La loi mécénat du Grand-Duché de 1928, dépoussiérée en 2008 par Jean-Claude Junker, est moins avantageuse que la loi Aillagon. Les mécènes militent pour un assouplissement de nature à doper la culture.
Ancienne contrée paysanne et ouvrière devenue en moins d’un siècle un richissime bastion de la finance et de la recherche, le Grand-Duché du Luxembourg tente de mettre ses jeunes infrastructures culturelles au diapason. Le 29 juin dernier, Jo Kox, président du Fonds culturel national (Focuna), a présenté aux instances dirigeantes le premier plan de développement culturel du pays, qui se propose de redéfinir les missions du ministère de la Culture. La réforme du mécénat figure parmi les repositionnements préconisés.
Il faut faire preuve de plus de largesse vis-à-vis des donateurs, car l’Etat ne peut pas assumer financièrement toute la culture.
Jo Kox, président du Focuna et rapporteur du plan
Base juridique du mécénat grand-ducal, la loi du 21 avril 1928 a été dépoussiérée en 2008 par Jean-Claude Junker, alors Premier ministre.
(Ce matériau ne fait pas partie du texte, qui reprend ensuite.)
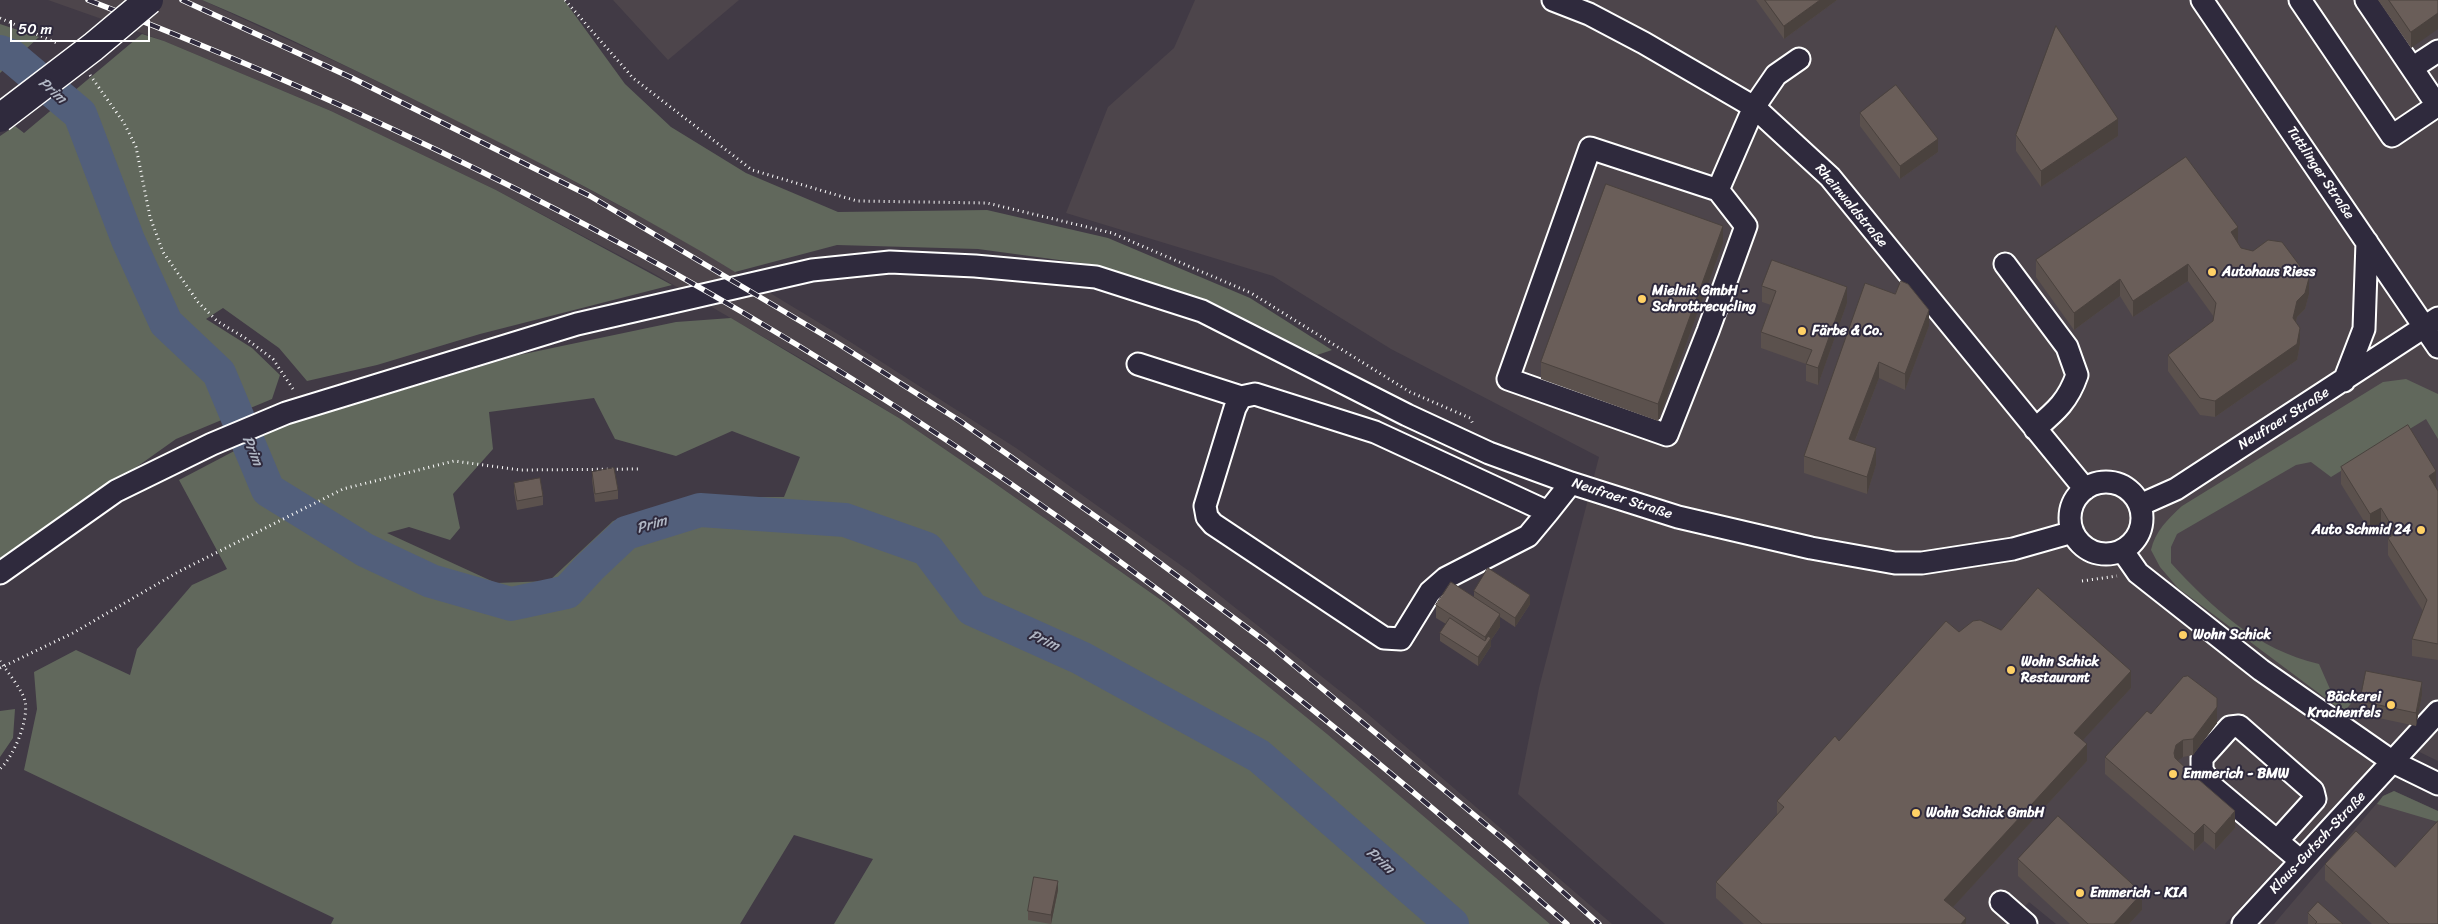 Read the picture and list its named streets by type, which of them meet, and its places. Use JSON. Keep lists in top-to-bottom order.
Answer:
{
  "streets": {
    "street": [
      "Tuttlinger Straße",
      "Rheinwaldstraße",
      "Neufraer Straße",
      "Klaus-Gutsch-Straße"
    ]
  },
  "crossings": [
    ["Tuttlinger Straße", "Neufraer Straße"],
    ["Rheinwaldstraße", "Neufraer Straße"]
  ],
  "water": ["Prim"],
  "places": [
    "Autohaus Riess",
    "Mielnik GmbH - Schrottrecycling",
    "Färbe & Co.",
    "Auto Schmid 24",
    "Wohn Schick",
    "Wohn Schick Restaurant",
    "Bäckerei Krachenfels",
    "Emmerich - BMW",
    "Wohn Schick GmbH",
    "Emmerich - KIA"
  ],
  "scale_bar": "50 m"
}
Moins avantageuse que la loi Aillagon, la réforme ne prévoit pas de crédit d’impôt, mais permet de déduire jusqu’à un million d’euros de sa déclaration dans la limite de 20 % des revenus. Fiscalistes et mécènes militent depuis dix ans pour un assouplissement de ces dispositions. Ils ont bon espoir d’être entendus par le gouvernement qui sortira des urnes après les législatives d’octobre prochain.
Sans attendre, nombre de particuliers témoignent de leur philanthropie. Créée en 2009 pour faciliter le mécénat, la Fondation de Luxembourg (FdL) chapeaute aujourd’hui 75 fondations qui financent 150 projets dans le monde entier à hauteur de 6 à 7 millions d’euros par an. Homologuée en France depuis 2017, l’institution est désormais en mesure d’accepter les donations de légataires français.
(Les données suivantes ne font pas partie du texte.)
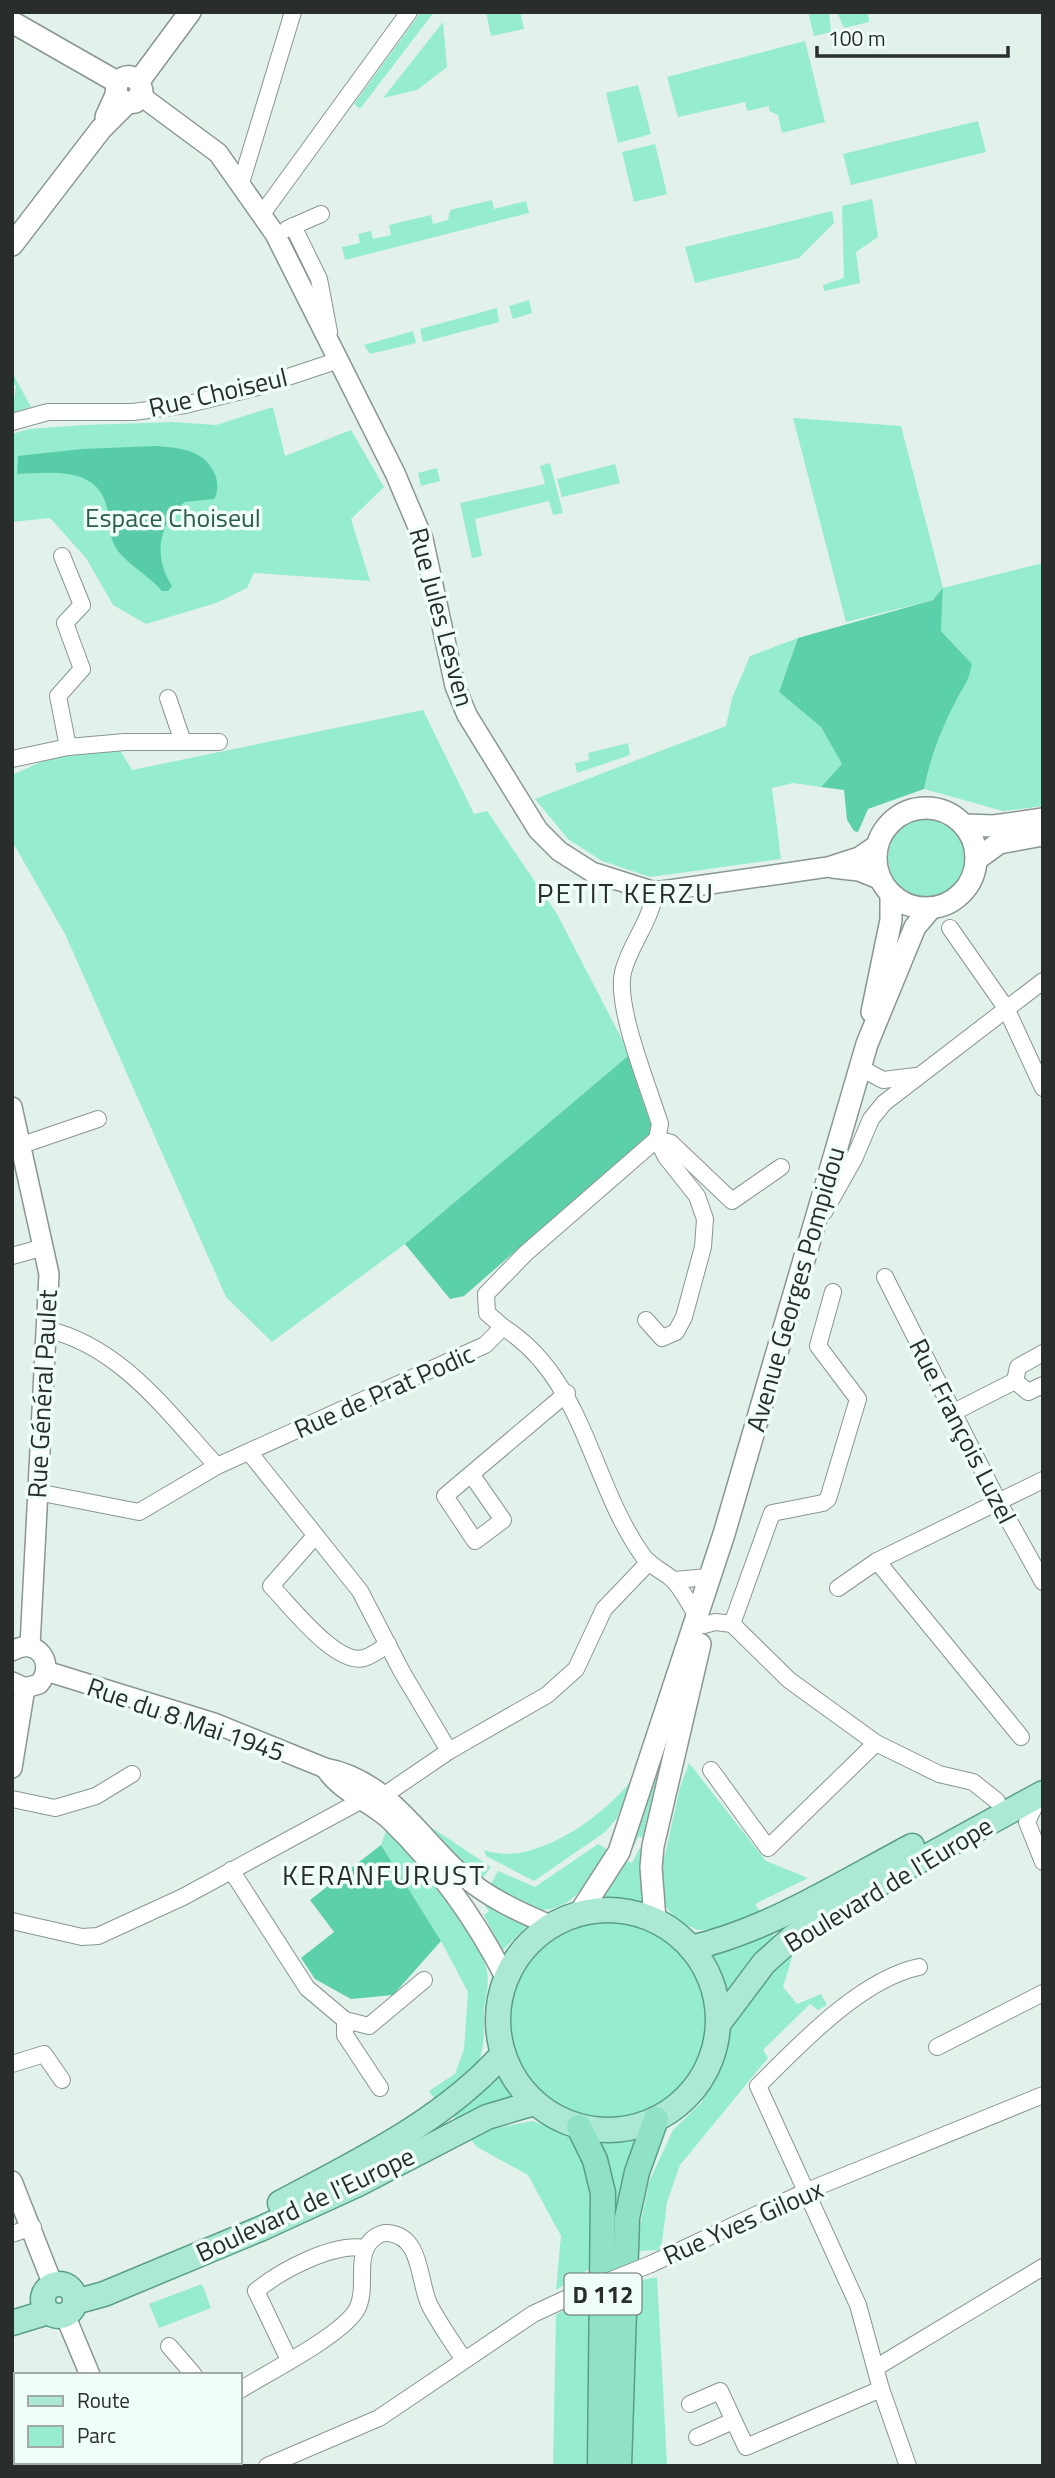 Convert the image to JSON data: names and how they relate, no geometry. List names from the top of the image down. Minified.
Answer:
{"streets":{"highway":["D 112"],"main road":["Rue Jules Lesven","Avenue Georges Pompidou","Boulevard de l'Europe"],"street":["Rue Choiseul","Rue de Prat Podic","Rue Général Paulet","Rue François Luzel","Rue du 8 Mai 1945","Rue Yves Giloux"]},"crossings":[["Rue Choiseul","Rue Jules Lesven"],["Rue Jules Lesven","Avenue Georges Pompidou"],["Avenue Georges Pompidou","Rue du 8 Mai 1945"],["Avenue Georges Pompidou","Boulevard de l'Europe"],["Avenue Georges Pompidou","D 112"],["Rue de Prat Podic","Rue Général Paulet"],["Rue du 8 Mai 1945","Boulevard de l'Europe"],["Rue du 8 Mai 1945","D 112"],["Boulevard de l'Europe","D 112"]],"districts":["PETIT KERZU","KERANFURUST"],"parks":["Espace Choiseul"],"legend":["Route","Parc"],"scale_bar":"100 m"}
Nos donateurs sont à 80 % des familles privées qui soutiennent des projets liés à la lutte contre le réchauffement climatique et contre la pauvreté, à la santé et à l’éducation, mais aussi à la culture.
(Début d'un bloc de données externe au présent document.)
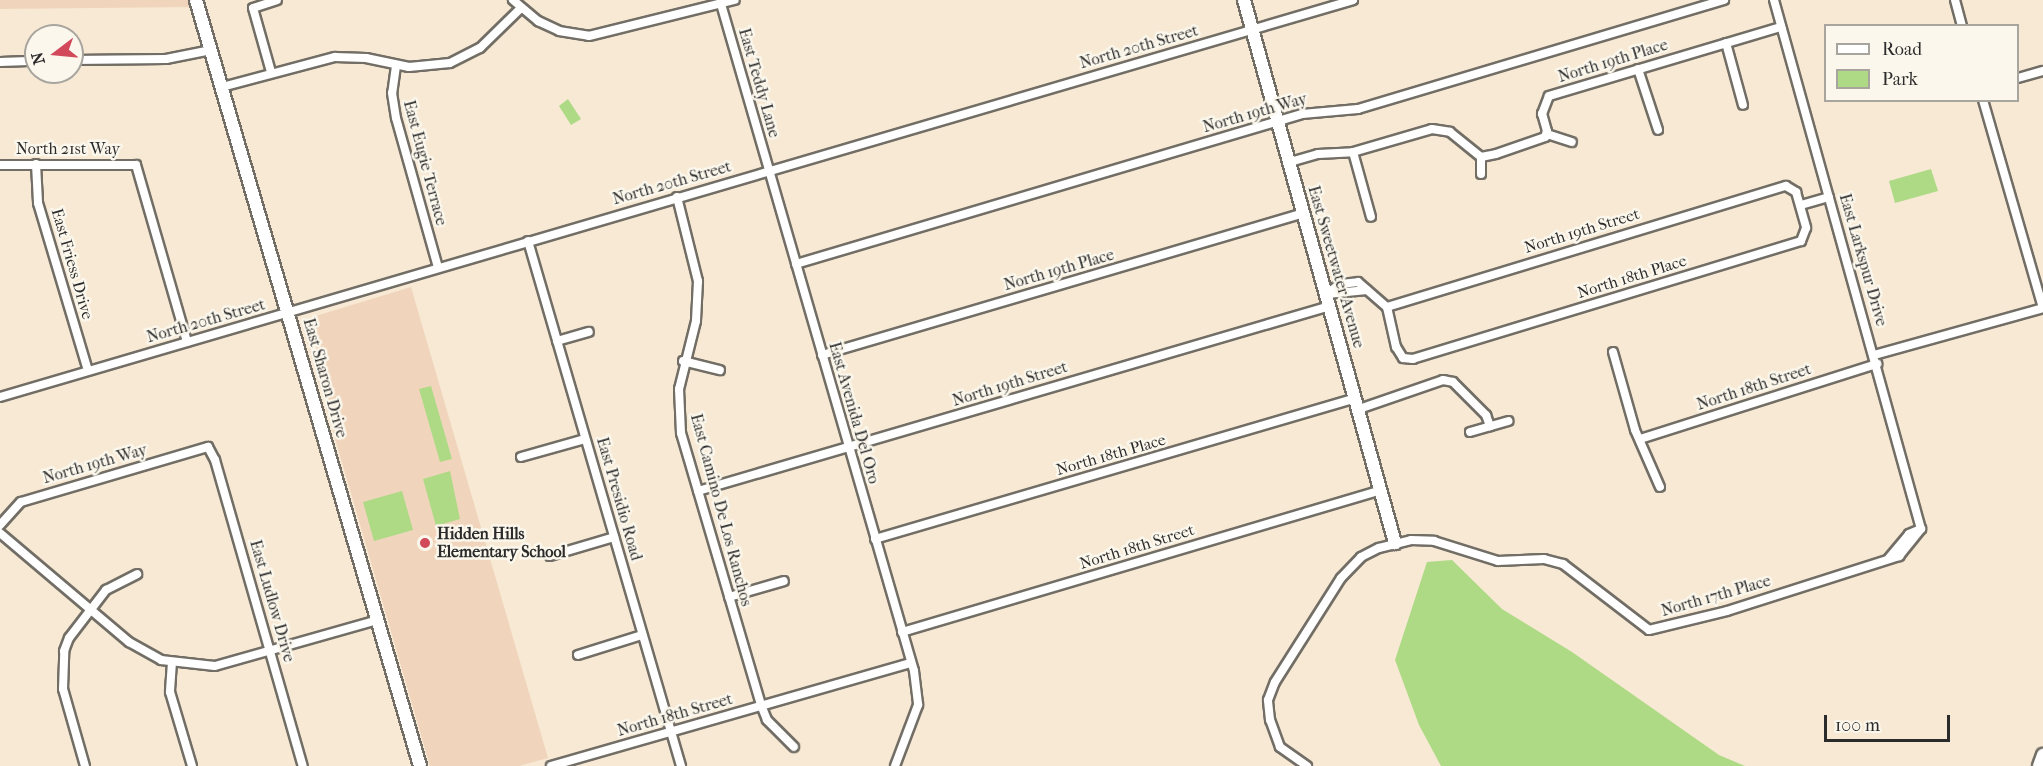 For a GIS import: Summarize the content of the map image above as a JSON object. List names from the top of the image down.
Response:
{
  "streets": {
    "street": [
      "North 20th Street",
      "North 19th Place",
      "East Teddy Lane",
      "North 19th Way",
      "North 21st Way",
      "East Eugie Terrace",
      "North 19th Street",
      "East Larkspur Drive",
      "East Friess Drive",
      "East Sweetwater Avenue",
      "North 18th Place",
      "East Sharon Drive",
      "North 18th Street",
      "East Avenida Del Oro",
      "East Presidio Road",
      "East Camino De Los Ranchos",
      "North 17th Place",
      "East Ludlow Drive"
    ]
  },
  "crossings": [
    ["North 20th Street", "East Teddy Lane"],
    ["North 20th Street", "North 21st Way"],
    ["North 20th Street", "East Eugie Terrace"],
    ["North 20th Street", "East Friess Drive"],
    ["North 20th Street", "East Sweetwater Avenue"],
    ["North 20th Street", "East Sharon Drive"],
    ["North 20th Street", "East Avenida Del Oro"],
    ["North 20th Street", "East Presidio Road"],
    ["North 20th Street", "East Camino De Los Ranchos"],
    ["North 19th Place", "East Larkspur Drive"],
    ["North 19th Place", "East Sweetwater Avenue"],
    ["North 19th Place", "East Avenida Del Oro"],
    ["East Teddy Lane", "East Avenida Del Oro"],
    ["North 19th Way", "East Sweetwater Avenue"],
    ["North 19th Way", "East Avenida Del Oro"],
    ["North 19th Way", "East Ludlow Drive"],
    ["North 21st Way", "East Friess Drive"],
    ["North 19th Street", "East Sweetwater Avenue"],
    ["North 19th Street", "North 18th Place"],
    ["North 19th Street", "East Avenida Del Oro"],
    ["North 19th Street", "East Camino De Los Ranchos"],
    ["East Larkspur Drive", "North 18th Street"],
    ["East Larkspur Drive", "North 17th Place"],
    ["East Sweetwater Avenue", "North 18th Place"],
    ["East Sweetwater Avenue", "North 18th Street"],
    ["East Sweetwater Avenue", "North 17th Place"],
    ["North 18th Place", "East Avenida Del Oro"],
    ["North 18th Street", "East Avenida Del Oro"],
    ["North 18th Street", "East Presidio Road"],
    ["North 18th Street", "East Camino De Los Ranchos"]
  ],
  "places": ["Hidden Hills Elementary School"],
  "legend": ["Road", "Park"],
  "scale_bar": "100 m",
  "north": "left"
}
Tonika Hirdman, directrice générale de la FDL
La fintech peu présente
Présente en France et au Grand-Duché, la fondation La Mark enrichit à la fois les collections du château de Versailles, du Louvre et du Musée national d’histoire et d’art luxembourgeois, tandis que la fondation Eté accorde deux bourses par mois à de petits projets culturels et que Loo et Lou s’impliquent depuis 2013 dans le programme Art Freak : cette série d’ateliers permet à des adolescents de créer et d’exposer au Mudam, le musée national d’art contemporain.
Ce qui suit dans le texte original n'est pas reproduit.